Go through the listing below, count the lines that contain "shape", and state the number alone.

__Dataset entries__.
★ ★ ★ ★ ★

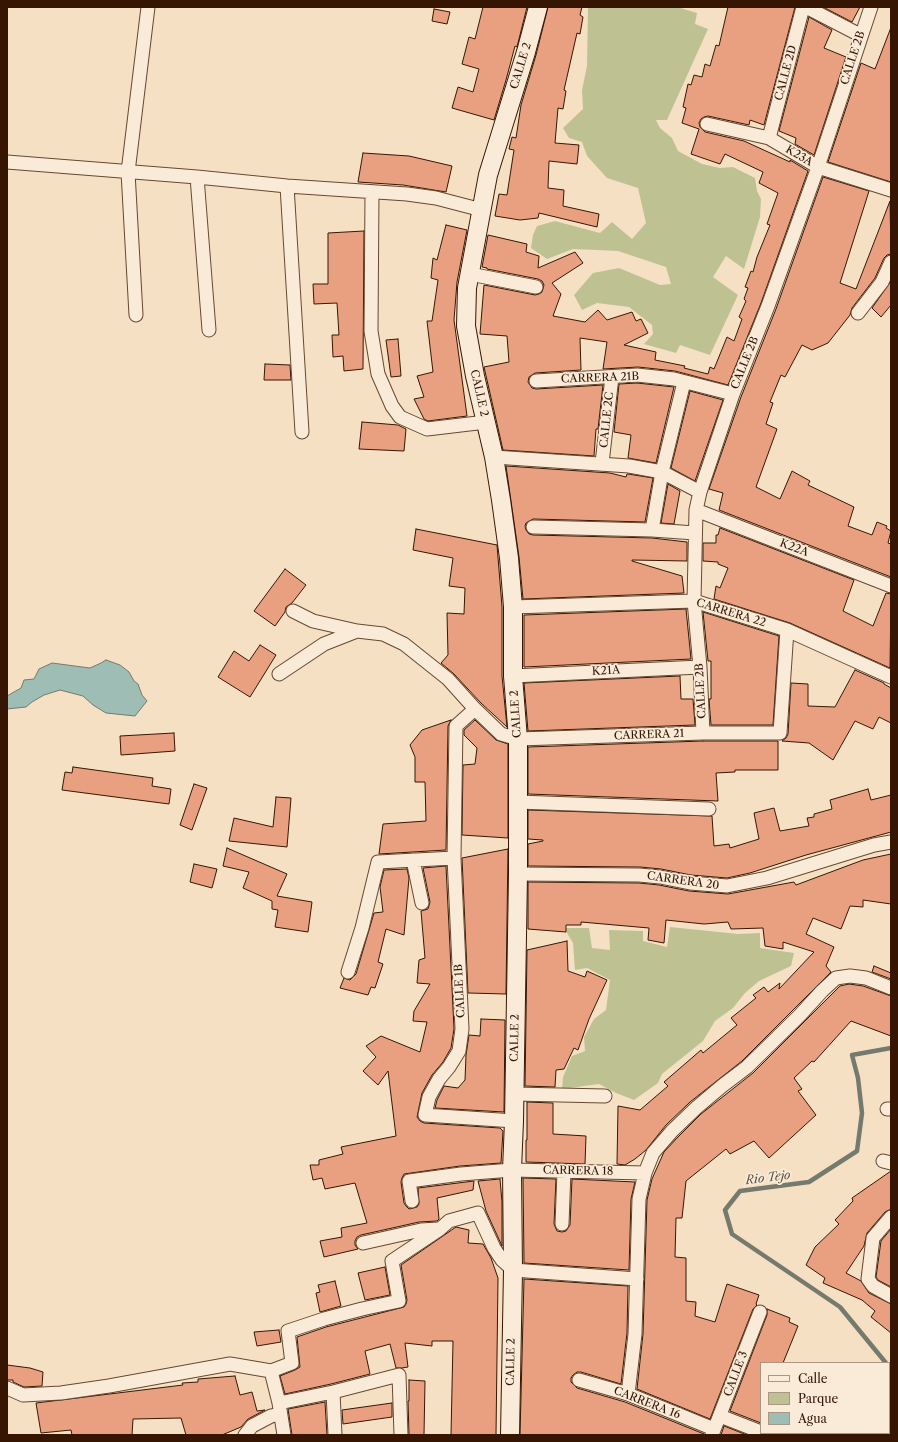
<!DOCTYPE html>
<style>
body{margin:0}
#map{position:relative;width:898px;height:1442px;overflow:hidden;background:#f6e0c3;font-family:"Libre Caslon Text",serif}
canvas{display:block}
.frame{position:absolute;inset:0;border:8px solid #361603;pointer-events:none}
.legend{position:absolute;left:760px;top:1362px;width:130px;height:72px;box-sizing:border-box;background:#f9ebd8;border:1px solid #ab9683;margin:0;padding:5px 7px;list-style:none;font-size:12px;color:#361603}
.legend li{display:flex;align-items:center;gap:8px;height:20px}
.legend b{width:20px;border:1px solid #ab9683}
</style>
<div id="map">
<canvas width="898" height="1442"></canvas>
<div class="frame"></div>
<ul class="legend">
<li><b style="height:5px;background:#f9ebd8"></b>Calle</li>
<li><b style="height:11px;background:#bec293"></b>Parque</li>
<li><b style="height:11px;background:#9dbdb5"></b>Agua</li>
</ul>
</div>
<script>
const ctx = document.querySelector('canvas').getContext('2d');
ctx.lineJoin = 'round';
function fillPath(path, color) { ctx.fillStyle = color; ctx.fill(path, 'evenodd'); }
const shape = rows => new Path2D(rows.map(r => 'M' + r).join(''));
function strokePath(path, color, width, dash) { ctx.strokeStyle = color; ctx.lineWidth = width; ctx.lineCap = dash ? 'butt' : 'round'; ctx.setLineDash(dash || []); ctx.stroke(path); }
function label(font, color, halo, rows, align = 'center') {
  ctx.font = font + ' "Libre Caslon Text",serif'; ctx.lineWidth = 3.5; ctx.setLineDash([]); ctx.textBaseline = 'middle'; ctx.strokeStyle = halo; ctx.fillStyle = color; for (const [text, x, y, turn = 0] of rows) {
    ctx.save(); ctx.translate(x, y); ctx.rotate((+turn || 0) * Math.PI / 180); ctx.textAlign = isNaN(turn) ? turn : align; if (halo) ctx.strokeText(text, 0, 0); ctx.fillText(text, 0, 0); ctx.restore();
  }
}
const green = shape([
 [588,7,677,7,697,13,695,24,708,29,667,120,656,120,660,128,672,138,678,151,702,164,720,168,733,167,755,178,757,191,761,199,760,217,744,269,726,256,713,277,738,295,710,355,680,345,676,353,644,344,653,334,652,325,629,307,597,303,582,310,574,295,593,273,619,268,660,285,671,284,666,267,618,251,573,249,547,259,531,248,533,235,537,226,555,221,600,233,612,222,632,239,646,223,638,188,607,178,587,156,582,142,569,138,563,128,583,109,582,90,587,66],
 [670,927,738,934,760,933,760,948,794,953,791,966,759,981,745,993,733,1008,715,1021,703,1041,662,1074,658,1083,634,1100,616,1093,599,1084,562,1089,563,1077,572,1056,585,1051,584,1037,594,1019,606,1010,610,980,587,968,575,970,573,943,564,928,589,928,592,948,610,950,609,930,643,931,643,941,667,947]
]);
const water = shape([
 [106,660,120,665,129,672,134,681,138,684,142,695,147,701,135,716,106,713,93,705,83,696,60,690,44,695,32,702,26,707,7,709,7,696,21,688,24,680,34,679,39,669,52,663,90,668,101,663,106,660]
]);
const stream = shape([
 [886,1363,840,1307,732,1234,725,1210,740,1191,809,1182,857,1151,862,1113,858,1078,852,1055,891,1048],
 [889,1366,891,1368]
]);
const building = shape([
 [483,7,527,7,517,47,515,46,506,80,494,120,452,108,458,87,473,92,479,69,462,64,469,37,475,39,483,7],
 [548,7,582,7,580,15,583,17,580,34,577,33,564,90,566,91,563,109,558,108,555,143,579,145,577,164,549,161,548,188,564,190,563,206,599,214,597,227,539,213,538,218,520,220,495,216,499,194,507,195,514,150,509,149,512,137,516,138,521,105,536,55,548,7],
 [728,7,795,7,764,125,750,120,749,125,708,116,704,117,701,119,699,123,700,127,705,132,744,141,790,162,790,160,808,171,761,303,728,385,675,371,638,367,603,369,607,342,580,338,581,370,535,373,529,377,528,382,532,388,536,389,603,385,598,429,596,429,594,456,503,450,484,367,509,362,507,336,480,334,484,285,535,295,539,294,542,292,544,285,542,281,538,279,487,269,487,268,482,267,488,235,527,244,526,252,539,256,538,268,575,252,583,263,552,283,561,294,553,316,585,322,598,310,607,320,632,312,636,321,641,319,648,333,624,345,656,352,655,360,685,366,684,368,708,374,710,367,714,369,727,337,734,341,742,319,739,317,746,301,744,299,748,288,745,287,751,271,753,272,757,257,770,225,767,224,778,193,759,183,763,172,725,154,720,164,691,154,699,129,682,123,686,108,683,107,688,84,691,85,694,75,702,77,705,64,710,66,716,45,719,46,728,7],
 [823,7,860,7,852,22,823,7],
 [434,9,450,12,447,24,432,21,434,9],
 [809,17,832,30,824,48,846,57,814,155,795,144,796,138,779,131,809,17],
 [890,30,891,30,891,182,828,162,861,63,875,69,890,30],
 [363,153,409,156,452,166,446,192,403,185,358,182,363,153],
 [823,177,869,191,840,283,856,289,890,201,891,254,887,255,884,258,875,278,852,308,850,315,828,343,812,350,802,345,785,377,781,375,770,402,773,403,766,424,777,429,756,487,780,499,792,471,810,481,808,485,854,507,848,526,872,535,877,522,887,526,886,528,891,531,888,543,891,544,891,577,719,510,723,493,709,489,741,397,776,309,823,177],
 [446,225,467,230,457,282,454,320,467,416,428,421,424,419,414,399,424,397,417,376,433,372,427,321,432,321,438,280,431,278,433,258,437,260,446,225],
 [364,231,363,369,344,371,343,356,333,357,332,335,339,335,337,303,314,304,313,284,328,284,328,233,364,231],
 [891,281,891,305,881,317,872,308,891,281],
 [398,339,401,376,391,377,386,340,398,339],
 [265,364,290,365,291,380,264,380,265,364],
 [637,383,674,387,656,463,628,458,631,435,614,432,619,384,637,383],
 [690,391,723,400,695,481,671,468,690,391],
 [362,422,398,425,406,429,404,451,359,449,362,422],
 [506,466,610,473,626,477,627,474,628,474,653,478,645,522,533,519,526,523,525,526,526,530,529,534,533,535,652,538,687,542,687,561,632,560,632,561,682,576,684,593,523,599,519,557,506,466],
 [668,484,680,491,674,524,661,523,668,484],
 [720,528,854,580,843,611,873,626,886,593,891,594,890,668,790,623,714,599,716,586,720,588,728,568,718,564,718,562,703,561,703,543,716,543,716,535,718,535,720,528],
 [416,529,497,545,502,607,502,676,507,727,481,703,454,674,441,663,448,655,447,613,464,614,465,588,449,586,453,558,413,550,416,529],
 [285,569,306,585,292,603,286,607,285,612,275,626,254,611,285,569],
 [686,609,691,659,524,667,524,615,686,609],
 [703,612,779,636,773,725,711,725,709,699,711,699,711,661,708,661,703,612],
 [260,645,276,655,250,697,218,677,234,651,249,661,260,645],
 [855,670,884,683,884,684,891,688,891,723,879,717,873,729,855,721,833,760,809,743,782,741,786,738,788,734,791,683,808,684,808,706,835,707,855,670],
 [680,676,681,699,693,699,695,725,528,731,524,683,680,676],
 [451,720,448,726,446,850,379,854,383,824,426,821,425,782,415,782,415,757,410,745,422,730,451,720],
 [475,720,496,740,508,744,508,838,462,835,463,765,475,764,477,748,464,735,464,730,475,720],
 [174,733,175,751,121,755,120,736,174,733],
 [703,741,778,741,778,770,735,770,735,772,716,773,718,801,528,794,528,747,703,741],
 [73,767,153,778,152,786,171,789,169,804,62,790,65,772,72,773,73,767],
 [194,784,207,788,192,830,180,825,194,784],
 [868,789,871,800,891,795,891,832,806,855,750,873,727,878,691,875,661,869,640,867,528,866,528,844,543,841,543,840,528,839,528,810,712,816,714,846,729,844,730,848,759,839,754,813,774,808,780,831,809,826,807,818,814,817,814,814,832,809,830,800,868,789],
 [276,797,291,798,287,847,229,841,234,818,273,827,276,797],
 [227,848,287,874,277,896,312,902,308,932,275,927,278,910,272,909,272,901,243,888,249,872,223,866,227,848],
 [508,849,506,994,468,993,462,858,508,849],
 [891,854,891,904,863,900,863,907,850,906,841,929,813,918,806,934,834,947,826,966,831,972,742,1061,690,1102,666,1125,646,1150,635,1159,625,1165,617,1164,618,1106,640,1110,668,1086,664,1082,701,1050,703,1053,737,1025,731,1018,756,998,753,995,764,987,768,992,780,983,779,989,814,952,783,942,783,949,765,946,763,928,731,929,728,922,704,924,666,920,664,943,648,940,649,928,581,922,581,925,566,925,566,932,528,929,528,882,639,883,659,885,689,891,728,894,794,882,796,885,863,860,891,854],
 [194,864,217,869,212,888,190,882,194,864],
 [446,866,454,1029,451,1048,443,1062,432,1075,422,1093,417,1117,420,1121,424,1123,500,1128,503,1131,501,1163,460,1166,404,1174,402,1178,401,1182,404,1203,406,1206,409,1209,417,1207,419,1204,418,1188,474,1181,473,1190,437,1198,439,1219,437,1221,419,1222,361,1235,357,1237,355,1241,355,1245,358,1249,324,1257,320,1241,342,1237,341,1228,367,1223,355,1183,325,1189,322,1178,313,1180,310,1165,319,1165,319,1160,343,1154,341,1147,396,1136,388,1071,378,1085,363,1071,376,1057,366,1046,381,1036,420,1052,427,1022,413,1021,414,1011,430,984,417,983,419,960,425,958,421,911,428,909,430,902,423,868,446,866],
 [407,869,409,878,404,935,386,929,378,962,383,964,375,988,371,987,368,995,340,988,344,978,350,980,356,974,374,913,383,912,380,887,384,870,407,869],
 [567,941,568,971,585,977,587,971,607,980,589,1019,578,1050,574,1048,564,1069,556,1070,555,1087,525,1086,527,950,567,941],
 [874,966,891,973,891,979,872,972,874,966],
 [849,984,863,986,891,996,891,1036,851,1021,814,1062,812,1061,794,1078,802,1089,798,1091,816,1115,769,1158,754,1141,730,1154,726,1149,686,1181,682,1218,676,1218,675,1257,686,1258,686,1301,696,1302,695,1316,715,1322,727,1284,759,1295,756,1304,757,1305,753,1309,710,1419,637,1389,643,1334,647,1200,652,1179,664,1152,678,1137,701,1114,753,1073,840,986,849,984],
 [481,1019,505,1020,504,1112,435,1108,437,1100,444,1086,458,1088,465,1080,466,1055,469,1035,480,1036,481,1019],
 [527,1102,553,1103,553,1134,586,1136,585,1164,526,1162,526,1140,527,1140,527,1102],
 [891,1171,891,1209,885,1212,867,1233,864,1246,846,1273,861,1281,869,1293,891,1304,891,1333,871,1317,875,1311,862,1300,823,1283,825,1278,806,1265,815,1247,839,1224,835,1220,853,1201,852,1198,891,1171],
 [523,1178,556,1179,554,1224,557,1231,562,1232,566,1231,570,1225,572,1179,635,1182,631,1199,629,1270,524,1263,523,1178],
 [500,1179,502,1202,502,1246,486,1211,478,1181,500,1179],
 [456,1227,469,1230,468,1243,483,1244,491,1258,498,1278,496,1435,451,1435,453,1341,432,1341,432,1346,405,1343,408,1367,402,1368,396,1368,390,1344,365,1351,370,1374,331,1384,285,1394,280,1376,295,1370,300,1367,297,1337,326,1327,404,1307,406,1304,407,1300,401,1265,456,1227],
 [891,1229,891,1287,878,1280,876,1277,881,1241,891,1229],
 [385,1267,390,1295,365,1300,358,1273,385,1267],
 [524,1279,628,1286,627,1333,621,1384,581,1372,577,1372,573,1375,571,1378,571,1382,577,1388,625,1402,704,1434,704,1435,520,1435,524,1279],
 [335,1281,341,1306,320,1312,316,1293,320,1292,318,1285,335,1281],
 [767,1309,790,1318,789,1322,798,1326,783,1363,761,1363,761,1423,730,1411,767,1315,767,1309],
 [279,1330,281,1342,257,1346,254,1332,279,1330],
 [7,1365,30,1368,43,1372,42,1386,24,1387,13,1382,13,1380,7,1380,7,1365],
 [235,1376,240,1395,252,1392,257,1411,265,1410,248,1419,241,1427,222,1435,186,1435,181,1418,133,1419,132,1435,72,1435,71,1430,41,1433,36,1403,183,1385,182,1383,198,1382,198,1379,235,1376],
 [409,1380,425,1381,424,1435,409,1435,408,1401,409,1401,409,1380],
 [325,1402,327,1435,292,1435,288,1409,325,1402],
 [392,1403,392,1417,343,1424,342,1410,392,1403],
 [724,1426,747,1435,721,1435,724,1426]
]);
const street = shape([
 [806,7,860,35],
 [707,124,769,138,818,167,891,190],
 [769,138,803,7],
 [7,162,197,177,287,186,407,194,436,198,482,210],
 [197,177,209,330],
 [287,186,302,432],
 [372,193,371,331,378,374,392,406,400,417,427,429,486,422],
 [470,274,536,287],
 [858,313,882,282,891,262],
 [136,315,128,172,148,7],
 [536,381,637,375,674,379,733,394],
 [494,457,629,466,662,472,700,492],
 [602,463,612,377],
 [696,510,891,586],
 [533,527,652,530,695,533],
 [652,530,662,472,684,382],
 [513,607,694,601,787,630,891,677],
 [293,611,313,621,357,631],
 [279,674,324,644,357,631,383,634,404,644,448,679,475,709,501,734,518,739,703,733,780,733,787,630],
 [513,676,700,667],
 [475,709,456,726,454,858,462,1029,459,1051,449,1067,439,1079,429,1097,425,1115,514,1121],
 [703,733,700,667,694,601,696,510,700,492,733,394,768,306,818,167,871,7],
 [518,802,709,809],
 [413,860,422,903],
 [518,874,639,875,660,877,690,883,727,886,767,878,874,845,891,842],
 [348,972,362,928,378,862,454,858],
 [514,1094,605,1096],
 [887,1109,891,1109],
 [883,1161,891,1163],
 [412,1201,409,1181,461,1174,512,1170,645,1173],
 [891,1217,873,1238,868,1279,873,1286,891,1296],
 [562,1224,564,1171],
 [363,1243,421,1230,438,1229],
 [271,1371,279,1403,284,1435],
 [579,1380,628,1394,714,1429],
 [7,1388,23,1395,61,1393,109,1386,230,1364,271,1371,292,1363,288,1331,324,1319,362,1309,399,1301,392,1261,440,1229,449,1221,478,1213,494,1248,502,1260,513,1270,637,1279],
 [333,1392,335,1435],
 [628,1394,635,1334,639,1199,645,1173,653,1153,672,1131,696,1108,722,1086,747,1067,800,1015,822,991,836,978,850,976,866,978,891,988],
 [279,1403,333,1392,399,1375,401,1435],
 [720,1416,761,1432],
 [826,1433,833,1435],
 [245,1435,252,1426,271,1416,280,1414],
 [712,1435,760,1312],
 [778,1435,778,1433]
]);
const secondary = shape([
 [510,1435,513,1270,512,1170,514,1121,518,874,518,739,513,676,513,607,509,558,501,500,494,457,475,376,466,326,467,288,488,175,526,52,538,7]
]);
const streetNames = [
 ["CALLE 2B",853,58,-72],
 ["CALLE 2",521,66,-73],
 ["CALLE 2D",786,73,-75],
 ["K23A",799,156,30],
 ["CALLE 2B",745,363,-68],
 ["CARRERA 21B",600,378,-2],
 ["CALLE 2",479,393,77],
 ["CALLE 2C",607,420,-84],
 ["K22A",794,548,21],
 ["CARRERA 22",731,613,17],
 ["K21A",606,671,-3],
 ["CALLE 2B",701,691,-93],
 ["CALLE 2",516,714,-94],
 ["CARRERA 21",649,735,-2],
 ["CARRERA 20",683,881,8],
 ["CALLE 1B",460,991,-93],
 ["CALLE 2",515,1038,-89],
 ["CARRERA 18",578,1171,1],
 ["CALLE 2",511,1362,-89],
 ["CALLE 3",736,1374,-69],
 ["CARRERA 16",647,1403,21]
];
const waterNames = [
 ["Rio Tejo",768,1178,-7]
];
fillPath(green, '#bec293');
fillPath(water, '#9dbdb5');
strokePath(water, '#747a6e', 1);
strokePath(stream, '#747a6e', 4.5);
fillPath(building, '#e8a081');
strokePath(building, '#361603', 1);
strokePath(street, '#664833', 15);
strokePath(secondary, '#361603', 20);
strokePath(street, '#f9ebd8', 13);
strokePath(secondary, '#f9ebd8', 18);
label('11px', '#361603', '#f9ebd8', streetNames);
label('italic 12px', '#5a5041', '#f9ebd8', waterNames);
</script>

★ ★ ★ ★ ★

__Solution to the exercise__. 7